Stored data:
"""

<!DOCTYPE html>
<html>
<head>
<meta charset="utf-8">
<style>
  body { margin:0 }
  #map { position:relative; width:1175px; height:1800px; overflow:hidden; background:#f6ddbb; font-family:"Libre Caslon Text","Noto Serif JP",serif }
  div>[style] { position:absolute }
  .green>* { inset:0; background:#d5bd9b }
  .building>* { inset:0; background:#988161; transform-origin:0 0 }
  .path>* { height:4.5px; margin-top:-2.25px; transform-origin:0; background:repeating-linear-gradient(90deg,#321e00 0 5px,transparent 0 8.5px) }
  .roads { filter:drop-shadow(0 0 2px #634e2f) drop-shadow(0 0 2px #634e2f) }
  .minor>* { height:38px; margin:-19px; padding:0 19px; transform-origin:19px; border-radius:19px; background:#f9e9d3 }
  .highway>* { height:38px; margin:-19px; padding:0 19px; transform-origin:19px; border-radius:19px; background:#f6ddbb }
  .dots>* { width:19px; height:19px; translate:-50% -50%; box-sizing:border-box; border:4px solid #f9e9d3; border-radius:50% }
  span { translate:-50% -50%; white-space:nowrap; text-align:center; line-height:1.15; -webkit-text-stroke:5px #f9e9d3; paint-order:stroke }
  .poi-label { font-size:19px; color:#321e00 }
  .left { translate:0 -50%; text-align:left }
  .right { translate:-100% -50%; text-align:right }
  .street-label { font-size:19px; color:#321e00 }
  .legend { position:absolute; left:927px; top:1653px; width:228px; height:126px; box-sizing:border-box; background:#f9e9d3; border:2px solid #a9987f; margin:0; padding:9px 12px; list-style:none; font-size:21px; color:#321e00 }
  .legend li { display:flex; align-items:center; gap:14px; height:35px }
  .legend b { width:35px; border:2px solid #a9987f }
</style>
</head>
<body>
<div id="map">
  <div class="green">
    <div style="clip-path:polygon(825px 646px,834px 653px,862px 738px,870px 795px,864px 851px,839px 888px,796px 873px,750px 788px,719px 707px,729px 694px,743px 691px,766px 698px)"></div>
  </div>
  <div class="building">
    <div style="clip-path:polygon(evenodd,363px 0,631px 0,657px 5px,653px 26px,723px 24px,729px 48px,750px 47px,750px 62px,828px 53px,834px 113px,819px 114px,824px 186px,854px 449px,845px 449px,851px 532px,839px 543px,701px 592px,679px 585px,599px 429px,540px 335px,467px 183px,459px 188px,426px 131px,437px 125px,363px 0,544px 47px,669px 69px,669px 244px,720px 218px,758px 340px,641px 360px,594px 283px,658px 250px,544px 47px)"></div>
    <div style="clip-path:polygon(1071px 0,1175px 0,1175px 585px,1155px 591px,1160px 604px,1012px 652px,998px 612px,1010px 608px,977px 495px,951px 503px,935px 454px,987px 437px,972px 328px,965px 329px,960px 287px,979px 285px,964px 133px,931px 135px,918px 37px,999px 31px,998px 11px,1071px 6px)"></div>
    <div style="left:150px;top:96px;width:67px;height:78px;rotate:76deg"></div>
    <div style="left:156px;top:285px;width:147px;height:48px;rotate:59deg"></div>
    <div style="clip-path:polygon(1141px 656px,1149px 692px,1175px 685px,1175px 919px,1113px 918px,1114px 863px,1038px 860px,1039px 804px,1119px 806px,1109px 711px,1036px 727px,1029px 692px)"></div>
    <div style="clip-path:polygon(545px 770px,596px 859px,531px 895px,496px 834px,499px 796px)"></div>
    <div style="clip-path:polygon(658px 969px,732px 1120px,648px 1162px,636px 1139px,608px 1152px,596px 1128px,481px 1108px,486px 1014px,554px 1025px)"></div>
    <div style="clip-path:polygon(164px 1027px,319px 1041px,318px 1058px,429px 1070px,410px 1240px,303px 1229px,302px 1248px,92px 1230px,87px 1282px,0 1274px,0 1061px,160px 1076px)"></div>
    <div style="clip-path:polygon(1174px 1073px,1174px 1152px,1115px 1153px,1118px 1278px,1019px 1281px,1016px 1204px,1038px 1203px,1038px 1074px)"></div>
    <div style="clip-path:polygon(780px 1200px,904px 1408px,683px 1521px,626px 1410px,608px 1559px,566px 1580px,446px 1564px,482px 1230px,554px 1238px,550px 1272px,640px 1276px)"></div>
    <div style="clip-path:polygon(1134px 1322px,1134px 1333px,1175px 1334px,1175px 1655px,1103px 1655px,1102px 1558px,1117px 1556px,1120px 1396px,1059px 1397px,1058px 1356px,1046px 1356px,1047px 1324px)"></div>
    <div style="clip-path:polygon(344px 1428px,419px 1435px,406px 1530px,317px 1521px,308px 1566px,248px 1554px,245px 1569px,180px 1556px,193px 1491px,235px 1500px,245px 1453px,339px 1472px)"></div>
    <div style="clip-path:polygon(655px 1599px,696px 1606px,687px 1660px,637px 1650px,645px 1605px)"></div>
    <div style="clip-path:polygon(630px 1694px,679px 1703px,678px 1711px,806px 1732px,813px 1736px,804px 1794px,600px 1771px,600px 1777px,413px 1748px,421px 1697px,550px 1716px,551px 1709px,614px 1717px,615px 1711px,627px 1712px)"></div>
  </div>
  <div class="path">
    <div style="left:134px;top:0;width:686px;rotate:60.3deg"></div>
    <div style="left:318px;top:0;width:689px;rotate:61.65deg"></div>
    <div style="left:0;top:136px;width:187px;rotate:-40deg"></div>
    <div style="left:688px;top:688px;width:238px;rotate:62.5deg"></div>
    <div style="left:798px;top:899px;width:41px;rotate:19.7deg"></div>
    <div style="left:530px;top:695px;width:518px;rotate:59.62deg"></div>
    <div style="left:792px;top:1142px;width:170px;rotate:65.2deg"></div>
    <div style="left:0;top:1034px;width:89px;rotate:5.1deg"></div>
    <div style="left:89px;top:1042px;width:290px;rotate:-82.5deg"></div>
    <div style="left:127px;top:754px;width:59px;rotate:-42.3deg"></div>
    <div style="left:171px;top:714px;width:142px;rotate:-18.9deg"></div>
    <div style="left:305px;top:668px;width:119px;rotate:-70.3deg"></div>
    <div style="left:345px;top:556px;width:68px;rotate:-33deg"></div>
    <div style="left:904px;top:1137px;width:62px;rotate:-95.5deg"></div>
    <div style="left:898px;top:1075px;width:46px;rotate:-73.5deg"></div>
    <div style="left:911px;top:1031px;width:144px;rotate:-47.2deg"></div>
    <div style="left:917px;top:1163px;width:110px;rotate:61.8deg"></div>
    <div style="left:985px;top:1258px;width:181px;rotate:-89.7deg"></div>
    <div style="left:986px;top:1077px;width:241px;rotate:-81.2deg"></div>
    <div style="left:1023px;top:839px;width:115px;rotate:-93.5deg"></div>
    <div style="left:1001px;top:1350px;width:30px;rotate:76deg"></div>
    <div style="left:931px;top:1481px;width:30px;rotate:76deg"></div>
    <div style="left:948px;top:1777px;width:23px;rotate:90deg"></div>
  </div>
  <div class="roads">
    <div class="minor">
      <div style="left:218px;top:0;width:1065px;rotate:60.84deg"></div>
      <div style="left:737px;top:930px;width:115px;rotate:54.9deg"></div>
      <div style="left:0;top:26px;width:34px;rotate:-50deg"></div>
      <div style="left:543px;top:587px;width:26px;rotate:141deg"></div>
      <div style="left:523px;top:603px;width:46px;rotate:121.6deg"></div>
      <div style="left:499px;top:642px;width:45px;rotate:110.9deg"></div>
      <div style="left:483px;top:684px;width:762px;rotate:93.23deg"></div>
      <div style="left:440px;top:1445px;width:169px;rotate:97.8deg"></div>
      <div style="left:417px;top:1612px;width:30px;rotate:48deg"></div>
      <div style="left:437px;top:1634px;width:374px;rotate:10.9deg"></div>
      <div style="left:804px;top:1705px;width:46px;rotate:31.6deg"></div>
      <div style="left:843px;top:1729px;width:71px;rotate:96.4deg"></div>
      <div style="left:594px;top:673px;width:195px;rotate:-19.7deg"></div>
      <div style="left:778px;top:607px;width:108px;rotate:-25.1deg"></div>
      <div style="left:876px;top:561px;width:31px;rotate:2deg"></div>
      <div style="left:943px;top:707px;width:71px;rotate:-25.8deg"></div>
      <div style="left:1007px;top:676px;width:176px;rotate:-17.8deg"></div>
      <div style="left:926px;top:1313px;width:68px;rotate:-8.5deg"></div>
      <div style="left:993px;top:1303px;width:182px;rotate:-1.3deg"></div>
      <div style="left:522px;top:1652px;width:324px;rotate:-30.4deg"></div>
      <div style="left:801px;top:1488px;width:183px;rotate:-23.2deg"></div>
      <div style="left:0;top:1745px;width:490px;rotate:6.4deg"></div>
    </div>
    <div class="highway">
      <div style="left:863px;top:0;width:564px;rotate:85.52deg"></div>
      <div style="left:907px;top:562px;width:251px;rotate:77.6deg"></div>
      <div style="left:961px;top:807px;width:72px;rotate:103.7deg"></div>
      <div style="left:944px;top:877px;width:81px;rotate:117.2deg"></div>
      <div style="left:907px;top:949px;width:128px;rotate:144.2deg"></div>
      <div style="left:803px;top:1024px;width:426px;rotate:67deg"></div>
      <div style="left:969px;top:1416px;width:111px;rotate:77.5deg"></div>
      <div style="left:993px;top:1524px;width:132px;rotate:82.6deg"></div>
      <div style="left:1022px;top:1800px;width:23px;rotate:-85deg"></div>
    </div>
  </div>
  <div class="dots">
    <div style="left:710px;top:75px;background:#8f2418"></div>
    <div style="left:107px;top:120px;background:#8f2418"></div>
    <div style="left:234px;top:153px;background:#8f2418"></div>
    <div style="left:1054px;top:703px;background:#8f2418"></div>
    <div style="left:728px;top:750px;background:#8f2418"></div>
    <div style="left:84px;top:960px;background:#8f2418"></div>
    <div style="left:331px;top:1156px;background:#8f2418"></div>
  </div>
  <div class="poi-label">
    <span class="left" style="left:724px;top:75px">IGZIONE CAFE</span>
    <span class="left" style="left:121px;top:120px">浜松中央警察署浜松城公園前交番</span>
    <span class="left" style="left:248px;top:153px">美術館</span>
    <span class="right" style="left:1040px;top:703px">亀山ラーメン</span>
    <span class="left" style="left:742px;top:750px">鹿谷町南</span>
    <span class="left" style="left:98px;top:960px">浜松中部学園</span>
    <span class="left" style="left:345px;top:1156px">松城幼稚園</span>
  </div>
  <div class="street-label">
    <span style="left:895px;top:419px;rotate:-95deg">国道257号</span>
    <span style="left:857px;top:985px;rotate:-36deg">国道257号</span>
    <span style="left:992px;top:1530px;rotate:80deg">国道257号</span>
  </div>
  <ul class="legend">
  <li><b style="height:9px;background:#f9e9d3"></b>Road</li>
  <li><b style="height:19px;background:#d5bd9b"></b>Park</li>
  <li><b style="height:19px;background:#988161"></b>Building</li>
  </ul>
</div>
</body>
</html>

"""

- _WORK REQUIRED_
In the lines above, find the word "label" and copy each line that contains it.

- _COMPLETED EXERCISE_
  .poi-label { font-size:19px; color:#321e00 }
  .street-label { font-size:19px; color:#321e00 }
  <div class="poi-label">
  <div class="street-label">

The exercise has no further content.